Se o presidente renunciar, o referendo será suspenso até que um novo presidente seja eleito, o que exige que o candidato ganhe com uma maioria de três quintos no Parlamento.

Como o governo liderado pelo partido Syriza não tem uma maioria de três quintos no Parlamento, isso levaria a novas eleições nacionais, segundo o especialista constitucional grego Nikos Skoutaris, professor de lei da União Europeia na Escola de Direito da Universidade de East Anglia.

BAIXA PARTICIPAÇÃO NO REFERENDO

A participação em referendos não é obrigatória na Grécia, e eles são vistos como um "processo consultivo". Mas para ser validado, é necessário uma participação mínima de 40%. Caso esse porcentual não seja atingido, o referendo não será considerado consultivo e será simplesmente engavetado.

VITÓRIA DO "SIM" AOS TERMOS DO ACORDO

O governo da Grécia tem dito que respeitará o resultado do referendo, apesar de estar defendendo que os gregos digam "não" à proposta de resgate dos credores. No entanto, analistas dizem que seria quase politicamente impossível implementar um programa ao qual o governo tem se oposto de maneira tão forte.
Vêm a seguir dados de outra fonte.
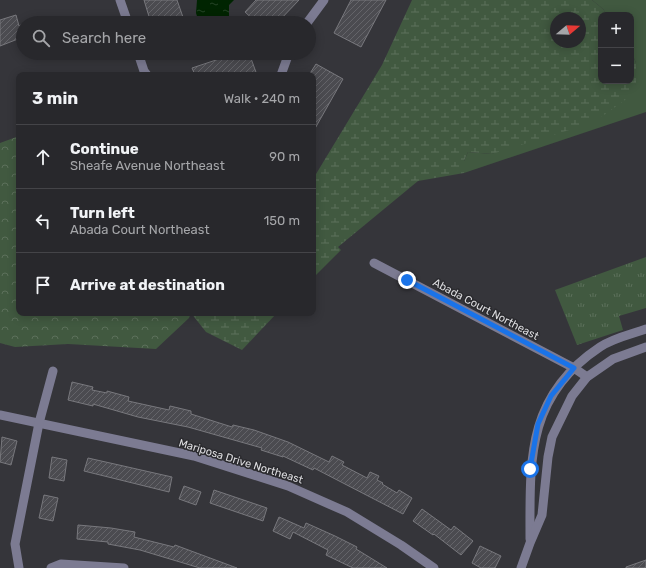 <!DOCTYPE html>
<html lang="en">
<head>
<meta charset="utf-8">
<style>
  :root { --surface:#28282c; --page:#343438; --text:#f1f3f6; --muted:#a5a6a9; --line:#444448 }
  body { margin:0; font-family:Rubik,sans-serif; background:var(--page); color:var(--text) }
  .controls { position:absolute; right:12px; top:12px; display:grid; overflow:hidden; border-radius:8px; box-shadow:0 2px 10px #0003 }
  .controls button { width:36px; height:36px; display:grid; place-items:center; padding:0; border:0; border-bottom:1px solid var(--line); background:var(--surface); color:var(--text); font:20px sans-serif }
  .compass { position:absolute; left:550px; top:12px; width:36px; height:36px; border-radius:50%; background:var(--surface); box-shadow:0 2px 10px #0003; rotate:71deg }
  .stop { position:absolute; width:12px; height:12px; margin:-9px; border:3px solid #1a73e8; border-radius:50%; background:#fff }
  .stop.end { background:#1a73e8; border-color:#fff; box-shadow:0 1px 4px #0008 }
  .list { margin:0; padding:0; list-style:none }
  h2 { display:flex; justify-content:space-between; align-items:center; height:52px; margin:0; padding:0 16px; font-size:17px }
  h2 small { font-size:13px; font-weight:400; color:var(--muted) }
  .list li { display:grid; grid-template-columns:26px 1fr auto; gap:12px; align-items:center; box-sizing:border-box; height:64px; padding:0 16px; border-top:1px solid var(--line) }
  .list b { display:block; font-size:15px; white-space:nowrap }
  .list p { margin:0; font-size:13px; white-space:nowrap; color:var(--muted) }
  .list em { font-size:13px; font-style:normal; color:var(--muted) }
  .icon { flex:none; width:22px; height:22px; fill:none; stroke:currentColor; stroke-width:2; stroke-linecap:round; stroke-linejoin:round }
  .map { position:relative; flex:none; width:646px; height:568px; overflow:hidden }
  .search { position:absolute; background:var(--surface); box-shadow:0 2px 10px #0003; left:16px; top:16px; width:300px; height:44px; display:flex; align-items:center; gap:10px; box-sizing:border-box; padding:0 14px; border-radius:22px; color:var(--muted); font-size:15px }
  .panel { position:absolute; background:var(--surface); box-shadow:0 2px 10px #0003; left:16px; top:72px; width:300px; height:244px; border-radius:8px }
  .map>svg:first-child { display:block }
</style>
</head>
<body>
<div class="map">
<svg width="646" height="568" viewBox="0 0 646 568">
  <defs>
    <pattern id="forest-crowns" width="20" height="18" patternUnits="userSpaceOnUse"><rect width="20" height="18" fill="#415940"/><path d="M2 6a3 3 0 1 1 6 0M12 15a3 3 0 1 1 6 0" fill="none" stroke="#5c705b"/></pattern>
    <pattern id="wetland-marsh" width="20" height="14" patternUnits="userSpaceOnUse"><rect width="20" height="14" fill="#415940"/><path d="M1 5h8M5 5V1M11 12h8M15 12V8" fill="none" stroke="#5c705b"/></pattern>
    <pattern id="park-tufts" width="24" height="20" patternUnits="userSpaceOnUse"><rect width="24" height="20" fill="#415940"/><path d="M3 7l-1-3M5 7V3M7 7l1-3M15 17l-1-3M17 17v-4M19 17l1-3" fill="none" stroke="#5c705b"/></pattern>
    <pattern id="water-ripples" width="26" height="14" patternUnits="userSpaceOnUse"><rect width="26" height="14" fill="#002401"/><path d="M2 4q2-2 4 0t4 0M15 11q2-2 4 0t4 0" fill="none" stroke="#254326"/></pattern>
    <pattern id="building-hatch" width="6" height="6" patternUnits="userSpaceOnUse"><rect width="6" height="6" fill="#4b4b50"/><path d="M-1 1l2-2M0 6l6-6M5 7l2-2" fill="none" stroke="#646469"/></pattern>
  </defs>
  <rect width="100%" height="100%" fill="#35353a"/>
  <path fill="#415940" d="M592 0H646V112L464 173V161L468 152 492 154 636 84V63L631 51V15H607L603 9Z"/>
  <path fill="url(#forest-crowns)" d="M19 136V313H191L189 318 156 349 68 344 15 347 0 343V143Z"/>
  <g fill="url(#wetland-marsh)" fill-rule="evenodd">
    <path d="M412 0H592L603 9 607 15H601V81H631V51L636 63V84L625 100 604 115 579 127 492 154 468 152 464 161V173L418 181 338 247 341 250 313 278V179L382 65ZM556 18H580V42H556Z"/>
    <path d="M191 313H277L242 350 206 332Z"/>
  </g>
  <path fill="url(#park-tufts)" d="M646 257V308L619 316 623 330 577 345 555 290Z"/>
  <path fill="url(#water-ripples)" d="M197 0H234L229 5V23H199L196 13Z"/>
  <g fill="url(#building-hatch)" stroke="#78787d">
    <path d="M144 0H177L185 23H151Z"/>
    <path d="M256 0H299L277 23H257L245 12Z"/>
    <path d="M351 0H386L361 47 334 33Z"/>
    <path d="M16 15 19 26 23 24V37L0 46V20Z"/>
    <path d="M237 53H249L257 75H195L192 68Z"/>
    <path d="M316 64 343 79 313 132V75H309Z"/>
    <path d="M72 382 93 387 92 390 107 393V391L129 397 128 401 169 410 170 406 191 411V414L232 427 233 425 254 430 288 442 329 462 332 456 344 462 342 465 367 478 370 472 379 476 377 480 383 483 382 484 397 493 399 490 412 498 403 514 314 468 313 470 283 456V457L261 450 262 448 188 427 138 417 93 404V406L68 400Z"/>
    <path d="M2 437 17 441 11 465 0 462Z"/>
    <path d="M52 457 67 460 64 481 49 478Z"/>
    <path d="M88 458 172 477 169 492 84 471Z"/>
    <path d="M184 486 201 492 196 505 179 499Z"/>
    <path d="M214 490 267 508 263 521 210 503Z"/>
    <path d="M44 495 58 498 53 521 39 518Z"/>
    <path d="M422 509 451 530 454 526 473 541 461 555 434 534 433 535 413 521Z"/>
    <path d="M279 517 304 528 306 523 335 536 357 547 356 549 387 568H353L326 555 328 550 293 532 290 539 273 531Z"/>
    <path d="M78 525 111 528 135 532 134 537 174 547 175 545 237 568H200L140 550 108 544V542L77 539Z"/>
    <path d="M480 546 501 556 495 568H481L472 563Z"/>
    <path d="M646 560V568H626V567Z"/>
  </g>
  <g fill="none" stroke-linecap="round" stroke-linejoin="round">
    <g stroke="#7c7b92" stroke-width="9">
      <path d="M120 0 128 23"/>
      <path d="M307 23 324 0"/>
      <path d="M138 53 144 71 147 75"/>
      <path d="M281 75 289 53"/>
      <path d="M374 263 574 368 587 377"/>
      <path d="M0 415 194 456 288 486 347 512 401 545 434 568"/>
      <path d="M530 539C530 460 526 396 600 347 613 338 632 334 646 329"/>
      <path d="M19 568 15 544 39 423 53 371"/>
      <path d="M51 568 61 564 124 568"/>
      <path d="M521 568 530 543 542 515 548 457 552 437 572 396 587 377 613 359 646 347"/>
    </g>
  </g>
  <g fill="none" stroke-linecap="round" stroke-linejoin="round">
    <path stroke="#1a73e8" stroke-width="5" d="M407 280 574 368 551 396 538 424 530 469"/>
  </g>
  <g text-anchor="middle" stroke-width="3" stroke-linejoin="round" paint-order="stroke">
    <g font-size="11" fill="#dedee1" stroke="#2b2b2f">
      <text transform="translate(486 309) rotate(28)" y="4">Abada Court Northeast</text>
      <text transform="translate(241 461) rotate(17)" y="4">Mariposa Drive Northeast</text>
    </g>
  </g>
</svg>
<div class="controls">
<button>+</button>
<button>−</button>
</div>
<svg class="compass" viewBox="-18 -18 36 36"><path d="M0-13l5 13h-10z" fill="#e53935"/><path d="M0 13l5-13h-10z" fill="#a5a6a9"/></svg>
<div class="stop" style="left:530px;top:469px"></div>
<div class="stop end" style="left:407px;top:280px"></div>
<div class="search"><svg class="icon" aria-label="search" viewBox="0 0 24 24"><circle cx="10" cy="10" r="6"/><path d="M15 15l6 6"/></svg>Search here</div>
<section class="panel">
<h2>3 min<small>Walk · 240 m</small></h2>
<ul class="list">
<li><svg class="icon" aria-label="ahead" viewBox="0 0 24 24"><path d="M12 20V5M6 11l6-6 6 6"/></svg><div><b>Continue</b><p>Sheafe Avenue Northeast</p></div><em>90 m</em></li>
<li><svg class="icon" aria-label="left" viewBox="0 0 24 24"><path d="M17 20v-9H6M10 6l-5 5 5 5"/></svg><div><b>Turn left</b><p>Abada Court Northeast</p></div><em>150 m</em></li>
<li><svg class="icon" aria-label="arrive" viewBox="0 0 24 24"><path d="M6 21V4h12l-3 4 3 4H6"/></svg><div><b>Arrive at destination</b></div></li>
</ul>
</section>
</div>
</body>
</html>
Nesse caso, o premiê, Alexis Tsipras, provavelmente renunciaria e convocaria novas eleições.

Questionado se o governo renunciaria caso os gregos votem pelo "sim", o ministro de Energia, Panagiotis Lafazanis - um político próximo de Tsipras - disse: "Sim, haveria repercussões políticas".

GOVERNO DE "UNIÃO NACIONAL"

Um "sim" dos eleitores não significa automaticamente eleições antecipadas, mesmo se isso causar o colapso do governo.

Se Tsipras renunciar, o presidente pode chamar líderes de partidos da oposição para tentar formar um governo de minoria e multipartidário entre as legendas pró euro, como o centrista To Potami, o partido de centro esquerda Pasok e o conservador Nova Democracia, para implementar o programa de resgate aceito pelos gregos.

VITÓRIA DO "NÃO" NO REFERENDO

Autoridades do governo grego dizem que uma vitória do "não" fortaleceria sua posição de negociação com credores, apesar de autoridades da zona do euro afirmarem que a oferta deles expira ao fim do resgate da Grécia em 30 de junho. Um vitória do "não" quase certamente fecharia as portas para mais ajuda de credores, deixando o país em terreno desconhecido e acelerando sua saída do euro.